Contributor
Humaid Kidwai

Cloud-native OGC SensorThings API


Mentors
Benjamin Pross
Organization
52°North Spatial Information Research GmbH
Technologies
java, spring, aws, postgres, GeoParquet, Apache Iceberg
Topics
sensor web, big data, geospatial, data lakehouse
OGC SensorThings API is an international standard to eliminate vendor lock-ins in IoT systems and to create an open geospatial ecosystem by defining a standard data model and describe how to retrieve the ingested data. However, the standard by itself does not specify a way to physically store the data. Most of the current server implementations are all based on Postgres databases using the PostGIS extension. Unfortunately, relational databases are not a great choice to store large volumes of data, which is often the case with IoT applications. As a result, retrieving large volumes of data from any of the open source SensorThings API servers is painfully slow. Modern data lakehouse standards and cloud-native geospatial file formats offer a scalable, modular, cost-effective and a much faster way to store and work with large volumes of geospatial data on the web.
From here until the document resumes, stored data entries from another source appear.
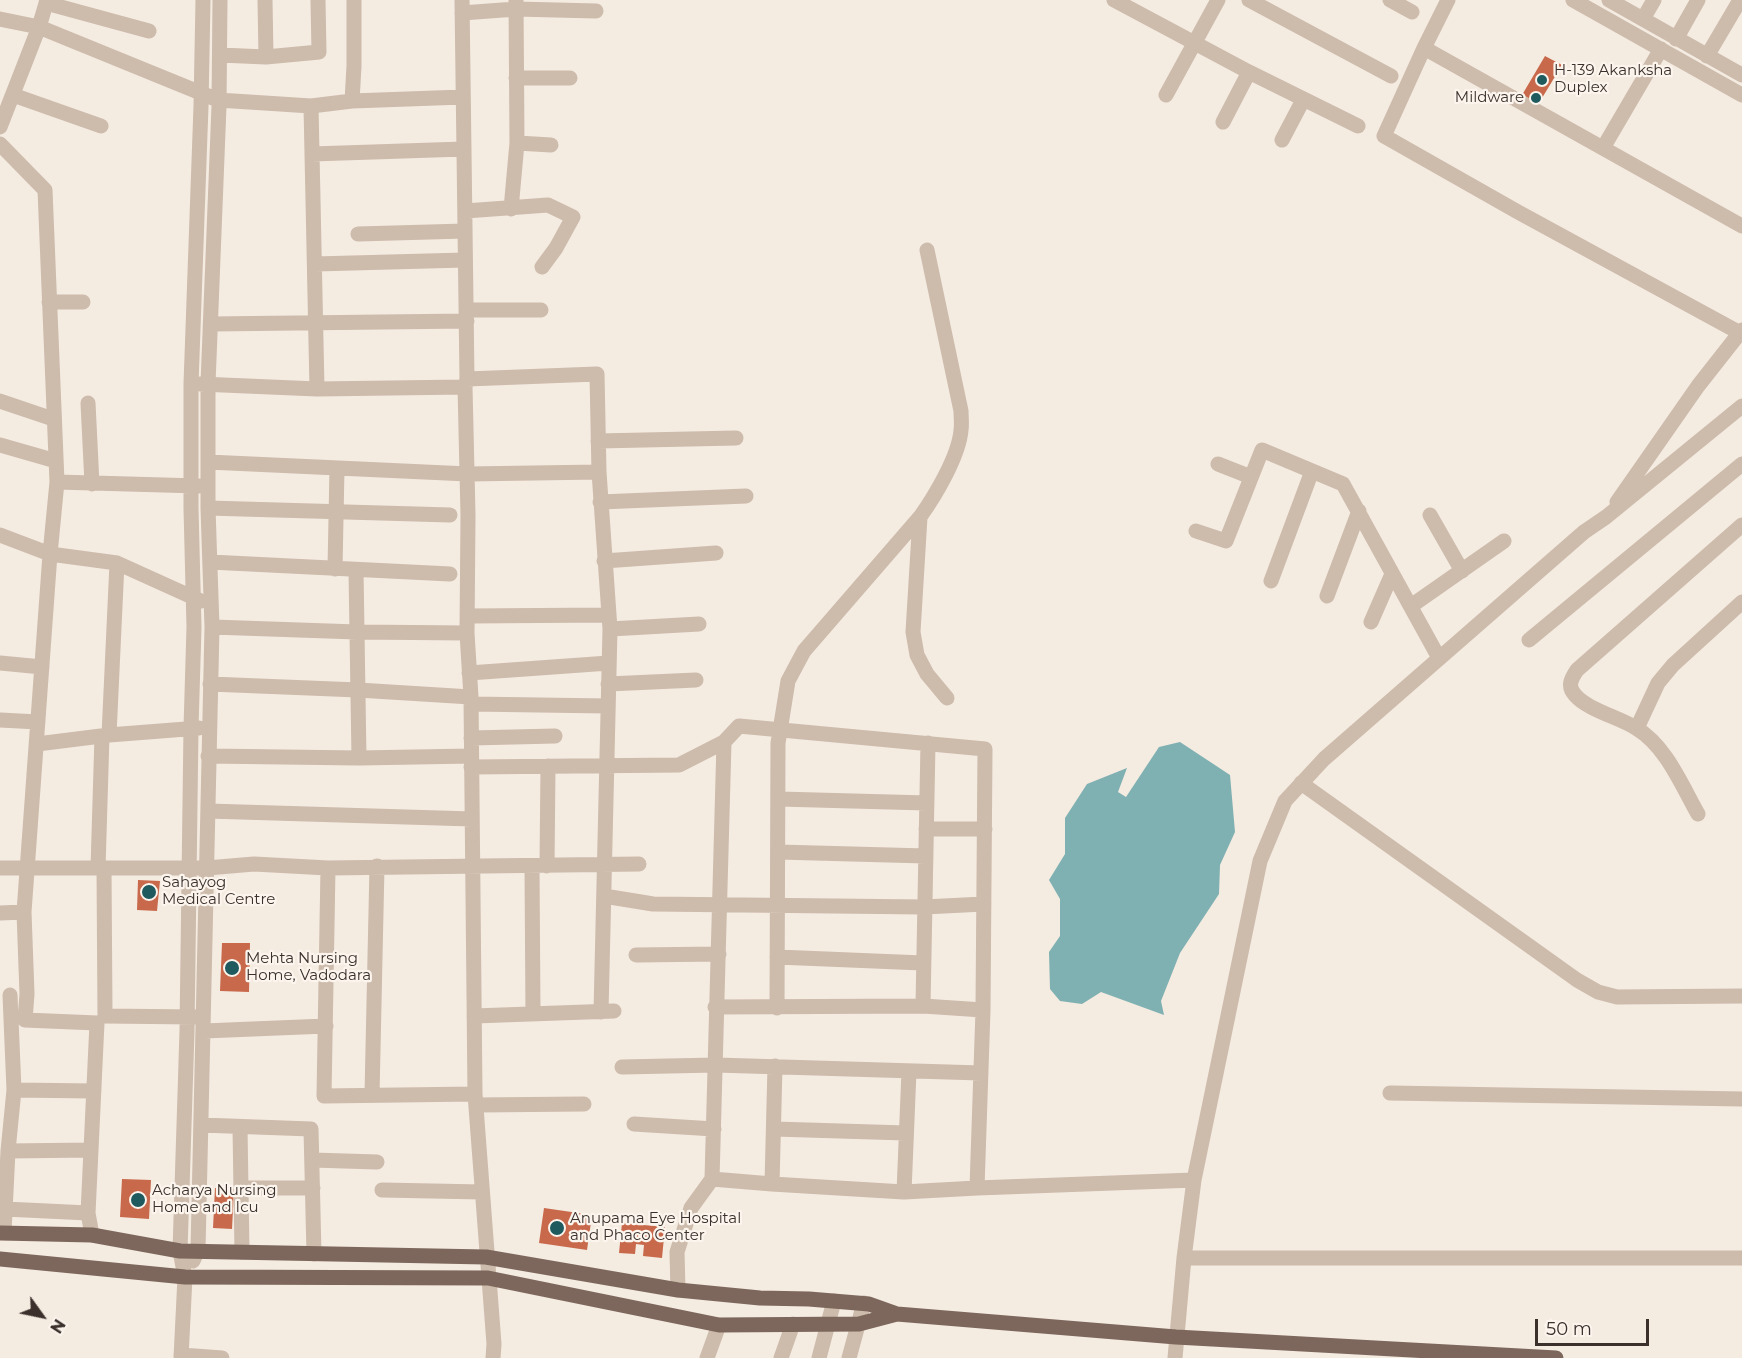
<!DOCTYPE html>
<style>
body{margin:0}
#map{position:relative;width:1742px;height:1358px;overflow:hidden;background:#f4ebe1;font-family:Montserrat,sans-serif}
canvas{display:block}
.north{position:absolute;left:12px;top:1286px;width:60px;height:60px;-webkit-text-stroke:4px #fbf5ee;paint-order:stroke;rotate:123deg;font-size:16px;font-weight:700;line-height:24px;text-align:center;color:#3b302b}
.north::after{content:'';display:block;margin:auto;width:21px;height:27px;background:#3b302b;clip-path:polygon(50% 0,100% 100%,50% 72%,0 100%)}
.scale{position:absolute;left:1535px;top:1319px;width:114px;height:27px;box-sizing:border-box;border:3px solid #3b302b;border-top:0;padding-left:8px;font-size:18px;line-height:21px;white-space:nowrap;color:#3b302b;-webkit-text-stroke:4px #fbf5ee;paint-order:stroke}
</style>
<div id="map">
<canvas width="1742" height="1358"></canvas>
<div class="north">N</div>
<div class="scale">50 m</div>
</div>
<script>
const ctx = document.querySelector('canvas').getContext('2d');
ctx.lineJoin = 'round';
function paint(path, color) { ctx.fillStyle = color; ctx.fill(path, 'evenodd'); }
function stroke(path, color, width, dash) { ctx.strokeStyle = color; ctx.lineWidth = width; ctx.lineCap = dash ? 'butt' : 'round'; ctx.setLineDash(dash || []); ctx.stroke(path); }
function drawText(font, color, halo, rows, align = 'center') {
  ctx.font = font + ' Montserrat,sans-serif'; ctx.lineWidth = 4.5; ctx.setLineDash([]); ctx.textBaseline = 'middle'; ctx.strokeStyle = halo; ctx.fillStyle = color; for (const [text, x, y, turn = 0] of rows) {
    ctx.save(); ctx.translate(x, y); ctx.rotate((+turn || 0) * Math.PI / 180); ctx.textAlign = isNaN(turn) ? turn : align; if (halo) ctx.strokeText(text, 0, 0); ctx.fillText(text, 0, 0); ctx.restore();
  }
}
const water = new Path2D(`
 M1180,742L1230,775L1235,832L1220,865L1219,894L1180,953L1161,1001L1164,1015L1101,992L1082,1004L1060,1001L1050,989L1049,952L1060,936V899L1049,880L1065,854V818L1087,784L1127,768L1118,792L1126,797L1159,747Z`);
const building = new Path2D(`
 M1545,56L1562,65L1539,103L1522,95Z
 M138,880L160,881L157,911L137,910Z
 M222,943H250L249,992L220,991Z
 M122,1179L151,1180L149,1219L120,1217Z
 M215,1188L234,1189L232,1229L213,1228Z
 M544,1208L592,1215L587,1250L539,1243Z
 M622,1223L665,1227L662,1258L643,1256L644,1245L636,1244L635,1254L619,1253Z`);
const minor = new Path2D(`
 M265,0L266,57
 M462,0L467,379L465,387L468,515L467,633L471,697L475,1094L494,1344L493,1358
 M1114,0L1249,72L1358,126
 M1249,0L1391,76
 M1390,0L1412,12
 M1448,0L1424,48L1384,136L1518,212L1740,333
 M1573,0L1742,95
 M1609,0L1742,75
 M46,3L149,31
 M462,13L516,9L596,11
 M0,19L39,27L218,100L311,106L352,101L463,97
 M1643,19L1654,0
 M1676,39L1698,0
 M1424,48L1742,226
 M220,55L266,57L319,52L318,0
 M1707,56L1740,0
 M516,78H570
 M13,95L101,126
 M1166,95L1218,0
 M352,101L354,66V0
 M311,106L317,389
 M1223,122L1249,72
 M0,127L39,27L47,0
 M1282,140L1303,100
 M517,143L551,145
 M0,144L45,190L57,482L50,554L24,912L27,994L25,1020L97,1023L88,1213L92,1235
 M1603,148L1661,49
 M312,154L464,149
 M511,209L517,143L516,0
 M465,211L548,205L573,217L556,248L542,267
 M358,234L465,231
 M315,264L465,260
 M49,302H83
 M466,310H541
 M211,324L467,321
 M467,379L597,374L599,472L610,629L601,1012
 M200,384L317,389L465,387
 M0,401L53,419
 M88,403L92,484
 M598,441L736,438
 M0,445L56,461
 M208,462L468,474L599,472
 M1218,464L1251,477
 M57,482L199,486
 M600,502L746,496
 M1617,502L1698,386L1742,330
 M208,508L450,515
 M1430,515L1462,571
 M920,517L913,632L917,655L927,674L947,698
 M1196,531L1226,541L1262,450L1343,484L1439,658
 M0,535L50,554L117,563L201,601
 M604,561L716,553
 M210,562L450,574
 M335,569L337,468
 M356,570L359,758
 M1271,581L1312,471
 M1327,596L1359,511
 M1411,606L1504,541
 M468,616L609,615
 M1371,622L1392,574
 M212,627L357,632L467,633
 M610,629L699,624
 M1529,640L1742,464
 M0,663L42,667
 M469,673L609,663
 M210,684L358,690L471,697
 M608,684L696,680
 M471,704L608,706
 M0,720L38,722
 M1637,728L1658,683L1673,665L1742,602
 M109,735L117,563
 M471,738L555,736
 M37,744L109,735L199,728
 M208,756L359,758L471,756
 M471,767L679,765L724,742
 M1301,783L1577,980L1598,992L1617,997L1742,996
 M779,799L927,803
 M208,811L472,819
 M1698,814C1681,784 1666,746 1636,728C1618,717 1588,710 1575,695C1567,686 1571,679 1577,670L1742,525
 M926,829H985
 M778,852L926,856
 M547,866L548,766
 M532,867L533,1014
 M0,868H207L254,864L328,868L639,864
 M98,868L102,736
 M104,868L105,1016L196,1017
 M328,868L324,1096L475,1094
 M604,896L653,904L924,907L984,904
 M0,913L24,912
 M636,955L719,954
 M777,957L923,963
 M923,1006L928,743
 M715,1007L923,1006L983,1010
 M777,1008L778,743L788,681L804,651L920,517C935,496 959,456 961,430C962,424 961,417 961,411L927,250
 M474,1016L614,1011
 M204,1031L326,1026
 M622,1067L716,1065L981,1073
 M14,1090L94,1091
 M1390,1093L1742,1099
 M372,1095L377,866
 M476,1105L584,1104
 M634,1124L714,1129
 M201,1125L311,1129L314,1254
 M240,1128L242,1252
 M774,1129L906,1133
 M8,1151L91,1150
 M312,1160L377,1162
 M712,1179L772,1184L775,1066
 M772,1184L904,1192L977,1188
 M241,1188H313
 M382,1190L482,1192
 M904,1192L909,1071
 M5,1209L88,1213
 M4,1232L8,1151L14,1090L10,995
 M1184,1258H1742
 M193,1261L198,1250L212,627L208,508V384L219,106L220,0
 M678,1290L677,1252L691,1208L712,1179L724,742L739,726L985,749L983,1010L977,1188L1194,1180
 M181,1355L222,1358
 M181,1358L185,1277L180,1251L187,1031L191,728L194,627L191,508V384L201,106L203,0
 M707,1358L719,1325
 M781,1358L793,1324
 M819,1358L834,1301
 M849,1358L864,1303
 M1175,1358L1184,1258L1194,1180L1260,861L1285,801L1324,759L1584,532L1606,517L1742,406`);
const major = new Path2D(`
 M0,1233L92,1235L180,1251L486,1257L678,1290L760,1298L809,1299L869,1304L897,1314L1176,1337L1556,1358
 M0,1259L185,1277L488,1278L719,1325L859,1324L897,1314`);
const markers = [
 [1542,80,6,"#1f5a5e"],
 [1536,98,6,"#1f5a5e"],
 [149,892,8,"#1f5a5e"],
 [232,968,8,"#1f5a5e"],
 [138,1200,8,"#1f5a5e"],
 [557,1228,8,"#1f5a5e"]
];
const poiNames = [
 ["H-139 Akanksha",1554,71],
 ["Duplex",1554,88],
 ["Mildware",1524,98,"right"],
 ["Sahayog",162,883],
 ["Medical Centre",162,900],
 ["Mehta Nursing",246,959],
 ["Home, Vadodara",246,976],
 ["Acharya Nursing",152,1191],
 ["Home and Icu",152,1208],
 ["Anupama Eye Hospital",570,1219],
 ["and Phaco Center",570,1236]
];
paint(water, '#7fb0b2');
paint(building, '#c8694b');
stroke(minor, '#cdbbac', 15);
stroke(major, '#7d675c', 15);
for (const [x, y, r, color] of markers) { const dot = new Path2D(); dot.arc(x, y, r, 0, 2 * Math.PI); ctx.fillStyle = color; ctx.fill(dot); stroke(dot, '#fbf5ee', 2); }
drawText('15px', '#3b302b', '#fbf5ee', poiNames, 'left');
</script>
Specifically, Apache Iceberg is an open table format for organizing data lakes in object stores and ensuring ACID guarantees. GeoParquet is a cloud-native geospatial file encoding, based on a columnar data storage format for tabular data that significantly compresses the data and improves querying efficiency. A cloud native SensorThings API extension using Apache Iceberg could significantly enhance the standard's ability to ingest and aggregate large heterogeneous streams of sensor data. The proposal hence puts forth a design architecture for any SensorThings API server to use Iceberg to store and retrieve sensor data in a more efficient manner reducing memory overhead and network latencies when retrieving such data over the web. Eventually, as GeoParquet gets merged into Iceberg, the implementation will support a much faster alternative to existing SensorThings API implementations for handling sensor data at scale.